Using histogram analysis of the intrinsic brain activity mapping to identify essential tremor

Pan Xiao; Li Tao; Xiaoyu Zhang; Qin Li; Honge Gui; Bintao Xu; Xueyan Zhang; Wanlin He; Huiyue Chen; Hansheng Wang; Fajin Lv; Tianyou Luo; Oumei Cheng; Jin Luo; Yun Man; Zheng Xiao; Weidong Fang

doi:10.3389/fneur.2023.1165603

Using histogram analysis of the intrinsic brain activity mapping to identify essential tremor

Front Neurol. 2023 Jun 19:14:1165603. doi: 10.3389/fneur.2023.1165603. eCollection 2023.

Authors

Pan Xiao¹, Li Tao¹, Xiaoyu Zhang¹, Qin Li¹, Honge Gui¹, Bintao Xu¹, Xueyan Zhang¹, Wanlin He¹, Huiyue Chen¹, Hansheng Wang¹, Fajin Lv¹, Tianyou Luo¹, Oumei Cheng², Jin Luo², Yun Man², Zheng Xiao², Weidong Fang¹

Affiliations

¹ Department of Radiology, The First Affiliated Hospital of Chongqing Medical University, Chongqing, China.
² Department of Neurology, The First Affiliated Hospital of Chongqing Medical University, Chongqing, China.

Abstract

Background: Essential tremor (ET) is one of the most common movement disorders. Histogram analysis based on brain intrinsic activity imaging is a promising way to identify ET patients from healthy controls (HCs) and further explore the spontaneous brain activity change mechanisms and build the potential diagnostic biomarker in ET patients.

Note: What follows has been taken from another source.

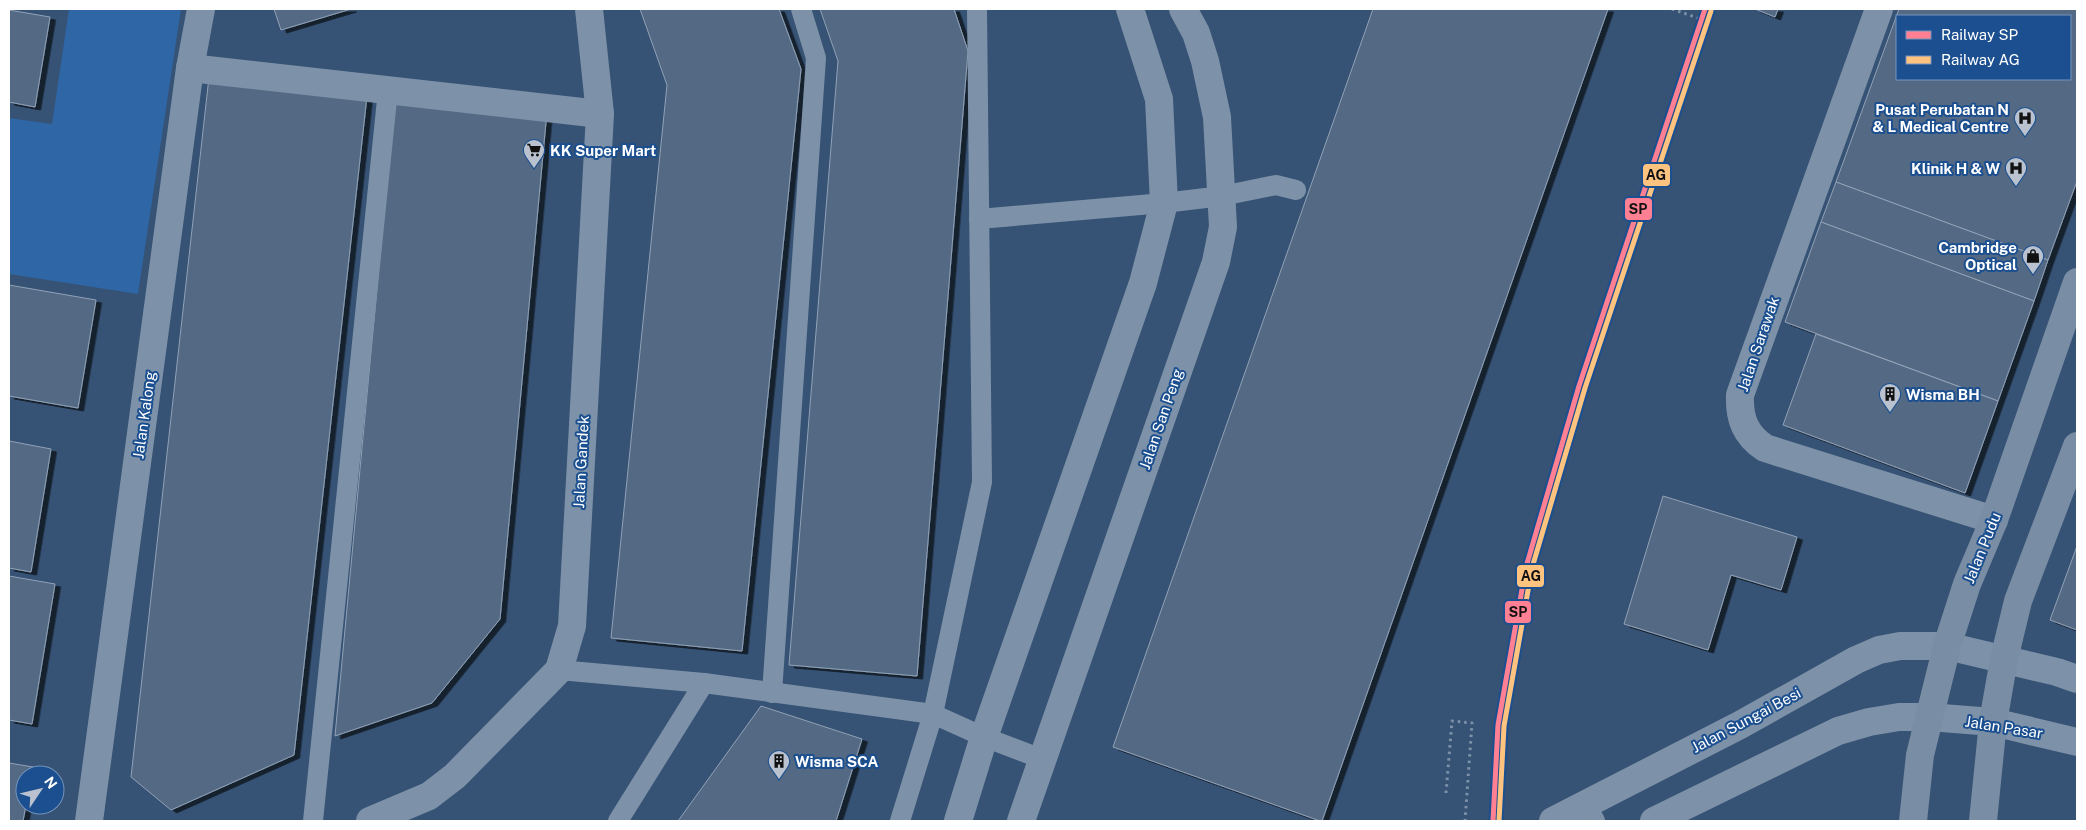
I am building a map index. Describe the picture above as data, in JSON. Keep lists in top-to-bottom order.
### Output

Methods: The histogram features based on the Resting-state functional magnetic resonance imaging (Rs-fMRI) data were extracted from 133 ET patients and 135 well-matched HCs as the input features. Then, a two-sample t-test, the mutual information, and the least absolute shrinkage and selection operator methods were applied to reduce the feature dimensionality. Support vector machine (SVM), logistic regression (LR), random forest (RF), and k-nearest neighbor (KNN) were used to differentiate ET and HCs, and classification performance of the established models was evaluated by the mean area under the curve (AUC). Moreover, correlation analysis was carried out between the selected histogram features and clinical tremor characteristics.

Results: Each classifier achieved a good classification performance in training and testing sets. The mean accuracy and area under the curve (AUC) of SVM, LR, RF, and KNN in the testing set were 92.62%, 0.948; 92.01%, 0.942; 93.88%, 0.941; and 92.27%, 0.939, respectively. The most power-discriminative features were mainly located in the cerebello-thalamo-motor and non-motor cortical pathways. Correlation analysis showed that there were two histogram features negatively and one positively correlated with tremor severity.

Conclusion: Our findings demonstrated that the histogram analysis of the amplitude of low-frequency fluctuation (ALFF) images with multiple machine learning algorithms could identify ET patients from HCs and help to understand the spontaneous brain activity pathogenesis mechanisms in ET patients.

Keywords: Radiomics; amplitude of low-frequency fluctuation; essential tremor; machine learning; resting-state fMRI.